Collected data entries
○ ○ ○ ○ ○
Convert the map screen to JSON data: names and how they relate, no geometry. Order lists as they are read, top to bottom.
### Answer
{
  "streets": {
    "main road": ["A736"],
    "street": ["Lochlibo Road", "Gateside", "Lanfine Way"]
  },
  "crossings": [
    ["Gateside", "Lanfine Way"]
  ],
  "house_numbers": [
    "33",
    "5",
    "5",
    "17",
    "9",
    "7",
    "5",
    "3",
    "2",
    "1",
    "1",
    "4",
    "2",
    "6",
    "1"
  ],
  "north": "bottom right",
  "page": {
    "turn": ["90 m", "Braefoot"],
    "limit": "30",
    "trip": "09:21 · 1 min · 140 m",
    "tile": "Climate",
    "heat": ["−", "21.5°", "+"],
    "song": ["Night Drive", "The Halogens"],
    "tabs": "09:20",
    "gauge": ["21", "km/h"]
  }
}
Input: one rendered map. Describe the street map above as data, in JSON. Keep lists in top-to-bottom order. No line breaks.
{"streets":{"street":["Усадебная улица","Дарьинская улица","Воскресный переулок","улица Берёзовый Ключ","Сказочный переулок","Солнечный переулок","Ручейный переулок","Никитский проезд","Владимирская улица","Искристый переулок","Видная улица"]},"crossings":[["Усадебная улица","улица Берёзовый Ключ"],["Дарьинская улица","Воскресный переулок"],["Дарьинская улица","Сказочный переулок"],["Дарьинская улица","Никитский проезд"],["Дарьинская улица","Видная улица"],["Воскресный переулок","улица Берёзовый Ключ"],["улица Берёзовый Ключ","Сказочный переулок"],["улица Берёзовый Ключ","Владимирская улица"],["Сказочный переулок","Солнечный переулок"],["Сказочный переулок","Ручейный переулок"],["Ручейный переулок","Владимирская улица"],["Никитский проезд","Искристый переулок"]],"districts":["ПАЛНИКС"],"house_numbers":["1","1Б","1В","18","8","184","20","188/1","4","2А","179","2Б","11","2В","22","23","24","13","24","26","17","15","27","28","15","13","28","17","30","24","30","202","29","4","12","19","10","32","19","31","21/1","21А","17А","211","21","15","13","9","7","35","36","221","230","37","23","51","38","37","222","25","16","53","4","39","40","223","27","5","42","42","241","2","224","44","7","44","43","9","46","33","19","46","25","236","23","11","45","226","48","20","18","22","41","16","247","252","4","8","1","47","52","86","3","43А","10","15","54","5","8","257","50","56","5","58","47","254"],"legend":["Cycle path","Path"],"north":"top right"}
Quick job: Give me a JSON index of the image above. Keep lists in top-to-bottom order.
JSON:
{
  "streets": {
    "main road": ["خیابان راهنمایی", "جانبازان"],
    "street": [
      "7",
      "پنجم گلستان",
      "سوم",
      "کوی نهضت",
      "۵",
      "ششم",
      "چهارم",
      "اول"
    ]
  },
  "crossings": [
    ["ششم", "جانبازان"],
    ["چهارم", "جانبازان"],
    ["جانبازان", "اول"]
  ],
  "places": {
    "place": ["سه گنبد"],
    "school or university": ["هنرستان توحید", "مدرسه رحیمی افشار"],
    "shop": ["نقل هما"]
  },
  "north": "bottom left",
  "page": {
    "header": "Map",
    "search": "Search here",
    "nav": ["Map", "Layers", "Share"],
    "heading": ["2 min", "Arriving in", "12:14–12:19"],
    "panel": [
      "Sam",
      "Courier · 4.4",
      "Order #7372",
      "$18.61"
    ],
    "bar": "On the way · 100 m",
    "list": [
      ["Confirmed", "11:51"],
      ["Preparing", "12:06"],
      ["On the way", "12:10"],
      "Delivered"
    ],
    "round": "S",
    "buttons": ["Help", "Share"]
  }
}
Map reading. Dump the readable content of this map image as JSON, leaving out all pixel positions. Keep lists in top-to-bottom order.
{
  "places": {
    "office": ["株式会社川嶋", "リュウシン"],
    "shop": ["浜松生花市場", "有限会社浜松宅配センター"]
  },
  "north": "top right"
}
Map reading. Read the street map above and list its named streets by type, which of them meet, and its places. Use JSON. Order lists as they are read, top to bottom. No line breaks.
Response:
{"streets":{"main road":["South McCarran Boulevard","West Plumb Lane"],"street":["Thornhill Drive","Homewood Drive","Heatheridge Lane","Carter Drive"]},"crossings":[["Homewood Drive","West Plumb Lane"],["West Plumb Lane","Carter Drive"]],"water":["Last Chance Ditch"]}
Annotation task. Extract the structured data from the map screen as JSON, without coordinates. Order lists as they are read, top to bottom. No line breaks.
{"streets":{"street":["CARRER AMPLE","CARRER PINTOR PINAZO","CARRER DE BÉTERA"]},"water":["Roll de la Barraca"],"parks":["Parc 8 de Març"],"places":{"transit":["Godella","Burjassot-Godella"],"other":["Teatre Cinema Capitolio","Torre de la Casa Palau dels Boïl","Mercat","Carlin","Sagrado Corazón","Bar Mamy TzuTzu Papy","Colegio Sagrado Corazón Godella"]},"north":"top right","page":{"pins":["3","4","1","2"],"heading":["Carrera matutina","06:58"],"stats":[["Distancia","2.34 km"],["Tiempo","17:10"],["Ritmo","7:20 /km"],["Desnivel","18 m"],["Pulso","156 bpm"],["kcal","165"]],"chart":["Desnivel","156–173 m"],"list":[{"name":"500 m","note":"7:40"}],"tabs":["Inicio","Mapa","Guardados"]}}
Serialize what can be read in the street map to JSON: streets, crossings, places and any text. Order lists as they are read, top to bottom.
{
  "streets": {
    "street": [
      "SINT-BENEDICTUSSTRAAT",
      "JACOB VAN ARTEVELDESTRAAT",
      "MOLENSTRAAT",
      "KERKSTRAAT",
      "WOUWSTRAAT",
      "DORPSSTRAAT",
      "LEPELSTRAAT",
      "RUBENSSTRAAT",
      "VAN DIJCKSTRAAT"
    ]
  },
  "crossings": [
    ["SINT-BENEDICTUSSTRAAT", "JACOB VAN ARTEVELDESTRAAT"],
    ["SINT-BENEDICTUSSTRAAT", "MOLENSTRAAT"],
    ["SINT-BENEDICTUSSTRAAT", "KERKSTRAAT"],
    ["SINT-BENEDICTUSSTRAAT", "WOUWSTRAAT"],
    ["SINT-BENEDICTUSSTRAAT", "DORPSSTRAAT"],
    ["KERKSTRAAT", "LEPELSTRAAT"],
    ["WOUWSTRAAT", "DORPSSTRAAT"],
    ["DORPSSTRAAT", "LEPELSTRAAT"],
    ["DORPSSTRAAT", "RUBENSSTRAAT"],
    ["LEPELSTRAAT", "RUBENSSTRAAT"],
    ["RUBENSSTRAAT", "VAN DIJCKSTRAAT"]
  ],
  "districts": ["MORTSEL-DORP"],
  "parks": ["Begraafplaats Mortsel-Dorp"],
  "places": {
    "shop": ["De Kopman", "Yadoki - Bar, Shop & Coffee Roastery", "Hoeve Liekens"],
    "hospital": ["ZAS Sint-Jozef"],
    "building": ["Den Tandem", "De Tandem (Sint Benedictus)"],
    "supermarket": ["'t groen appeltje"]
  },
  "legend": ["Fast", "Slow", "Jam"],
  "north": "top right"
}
○ ○ ○ ○ ○
_Exercise brief_: Restate the data above word for word, omitting nothing.

_Answer section_:
Convert the map screen to JSON data: names and how they relate, no geometry. Order lists as they are read, top to bottom.
### Answer
{
  "streets": {
    "main road": ["A736"],
    "street": ["Lochlibo Road", "Gateside", "Lanfine Way"]
  },
  "crossings": [
    ["Gateside", "Lanfine Way"]
  ],
  "house_numbers": [
    "33",
    "5",
    "5",
    "17",
    "9",
    "7",
    "5",
    "3",
    "2",
    "1",
    "1",
    "4",
    "2",
    "6",
    "1"
  ],
  "north": "bottom right",
  "page": {
    "turn": ["90 m", "Braefoot"],
    "limit": "30",
    "trip": "09:21 · 1 min · 140 m",
    "tile": "Climate",
    "heat": ["−", "21.5°", "+"],
    "song": ["Night Drive", "The Halogens"],
    "tabs": "09:20",
    "gauge": ["21", "km/h"]
  }
}
Input: one rendered map. Describe the street map above as data, in JSON. Keep lists in top-to-bottom order. No line breaks.
{"streets":{"street":["Усадебная улица","Дарьинская улица","Воскресный переулок","улица Берёзовый Ключ","Сказочный переулок","Солнечный переулок","Ручейный переулок","Никитский проезд","Владимирская улица","Искристый переулок","Видная улица"]},"crossings":[["Усадебная улица","улица Берёзовый Ключ"],["Дарьинская улица","Воскресный переулок"],["Дарьинская улица","Сказочный переулок"],["Дарьинская улица","Никитский проезд"],["Дарьинская улица","Видная улица"],["Воскресный переулок","улица Берёзовый Ключ"],["улица Берёзовый Ключ","Сказочный переулок"],["улица Берёзовый Ключ","Владимирская улица"],["Сказочный переулок","Солнечный переулок"],["Сказочный переулок","Ручейный переулок"],["Ручейный переулок","Владимирская улица"],["Никитский проезд","Искристый переулок"]],"districts":["ПАЛНИКС"],"house_numbers":["1","1Б","1В","18","8","184","20","188/1","4","2А","179","2Б","11","2В","22","23","24","13","24","26","17","15","27","28","15","13","28","17","30","24","30","202","29","4","12","19","10","32","19","31","21/1","21А","17А","211","21","15","13","9","7","35","36","221","230","37","23","51","38","37","222","25","16","53","4","39","40","223","27","5","42","42","241","2","224","44","7","44","43","9","46","33","19","46","25","236","23","11","45","226","48","20","18","22","41","16","247","252","4","8","1","47","52","86","3","43А","10","15","54","5","8","257","50","56","5","58","47","254"],"legend":["Cycle path","Path"],"north":"top right"}
Quick job: Give me a JSON index of the image above. Keep lists in top-to-bottom order.
JSON:
{
  "streets": {
    "main road": ["خیابان راهنمایی", "جانبازان"],
    "street": [
      "7",
      "پنجم گلستان",
      "سوم",
      "کوی نهضت",
      "۵",
      "ششم",
      "چهارم",
      "اول"
    ]
  },
  "crossings": [
    ["ششم", "جانبازان"],
    ["چهارم", "جانبازان"],
    ["جانبازان", "اول"]
  ],
  "places": {
    "place": ["سه گنبد"],
    "school or university": ["هنرستان توحید", "مدرسه رحیمی افشار"],
    "shop": ["نقل هما"]
  },
  "north": "bottom left",
  "page": {
    "header": "Map",
    "search": "Search here",
    "nav": ["Map", "Layers", "Share"],
    "heading": ["2 min", "Arriving in", "12:14–12:19"],
    "panel": [
      "Sam",
      "Courier · 4.4",
      "Order #7372",
      "$18.61"
    ],
    "bar": "On the way · 100 m",
    "list": [
      ["Confirmed", "11:51"],
      ["Preparing", "12:06"],
      ["On the way", "12:10"],
      "Delivered"
    ],
    "round": "S",
    "buttons": ["Help", "Share"]
  }
}
Map reading. Dump the readable content of this map image as JSON, leaving out all pixel positions. Keep lists in top-to-bottom order.
{
  "places": {
    "office": ["株式会社川嶋", "リュウシン"],
    "shop": ["浜松生花市場", "有限会社浜松宅配センター"]
  },
  "north": "top right"
}
Map reading. Read the street map above and list its named streets by type, which of them meet, and its places. Use JSON. Order lists as they are read, top to bottom. No line breaks.
Response:
{"streets":{"main road":["South McCarran Boulevard","West Plumb Lane"],"street":["Thornhill Drive","Homewood Drive","Heatheridge Lane","Carter Drive"]},"crossings":[["Homewood Drive","West Plumb Lane"],["West Plumb Lane","Carter Drive"]],"water":["Last Chance Ditch"]}
Annotation task. Extract the structured data from the map screen as JSON, without coordinates. Order lists as they are read, top to bottom. No line breaks.
{"streets":{"street":["CARRER AMPLE","CARRER PINTOR PINAZO","CARRER DE BÉTERA"]},"water":["Roll de la Barraca"],"parks":["Parc 8 de Març"],"places":{"transit":["Godella","Burjassot-Godella"],"other":["Teatre Cinema Capitolio","Torre de la Casa Palau dels Boïl","Mercat","Carlin","Sagrado Corazón","Bar Mamy TzuTzu Papy","Colegio Sagrado Corazón Godella"]},"north":"top right","page":{"pins":["3","4","1","2"],"heading":["Carrera matutina","06:58"],"stats":[["Distancia","2.34 km"],["Tiempo","17:10"],["Ritmo","7:20 /km"],["Desnivel","18 m"],["Pulso","156 bpm"],["kcal","165"]],"chart":["Desnivel","156–173 m"],"list":[{"name":"500 m","note":"7:40"}],"tabs":["Inicio","Mapa","Guardados"]}}
Serialize what can be read in the street map to JSON: streets, crossings, places and any text. Order lists as they are read, top to bottom.
{
  "streets": {
    "street": [
      "SINT-BENEDICTUSSTRAAT",
      "JACOB VAN ARTEVELDESTRAAT",
      "MOLENSTRAAT",
      "KERKSTRAAT",
      "WOUWSTRAAT",
      "DORPSSTRAAT",
      "LEPELSTRAAT",
      "RUBENSSTRAAT",
      "VAN DIJCKSTRAAT"
    ]
  },
  "crossings": [
    ["SINT-BENEDICTUSSTRAAT", "JACOB VAN ARTEVELDESTRAAT"],
    ["SINT-BENEDICTUSSTRAAT", "MOLENSTRAAT"],
    ["SINT-BENEDICTUSSTRAAT", "KERKSTRAAT"],
    ["SINT-BENEDICTUSSTRAAT", "WOUWSTRAAT"],
    ["SINT-BENEDICTUSSTRAAT", "DORPSSTRAAT"],
    ["KERKSTRAAT", "LEPELSTRAAT"],
    ["WOUWSTRAAT", "DORPSSTRAAT"],
    ["DORPSSTRAAT", "LEPELSTRAAT"],
    ["DORPSSTRAAT", "RUBENSSTRAAT"],
    ["LEPELSTRAAT", "RUBENSSTRAAT"],
    ["RUBENSSTRAAT", "VAN DIJCKSTRAAT"]
  ],
  "districts": ["MORTSEL-DORP"],
  "parks": ["Begraafplaats Mortsel-Dorp"],
  "places": {
    "shop": ["De Kopman", "Yadoki - Bar, Shop & Coffee Roastery", "Hoeve Liekens"],
    "hospital": ["ZAS Sint-Jozef"],
    "building": ["Den Tandem", "De Tandem (Sint Benedictus)"],
    "supermarket": ["'t groen appeltje"]
  },
  "legend": ["Fast", "Slow", "Jam"],
  "north": "top right"
}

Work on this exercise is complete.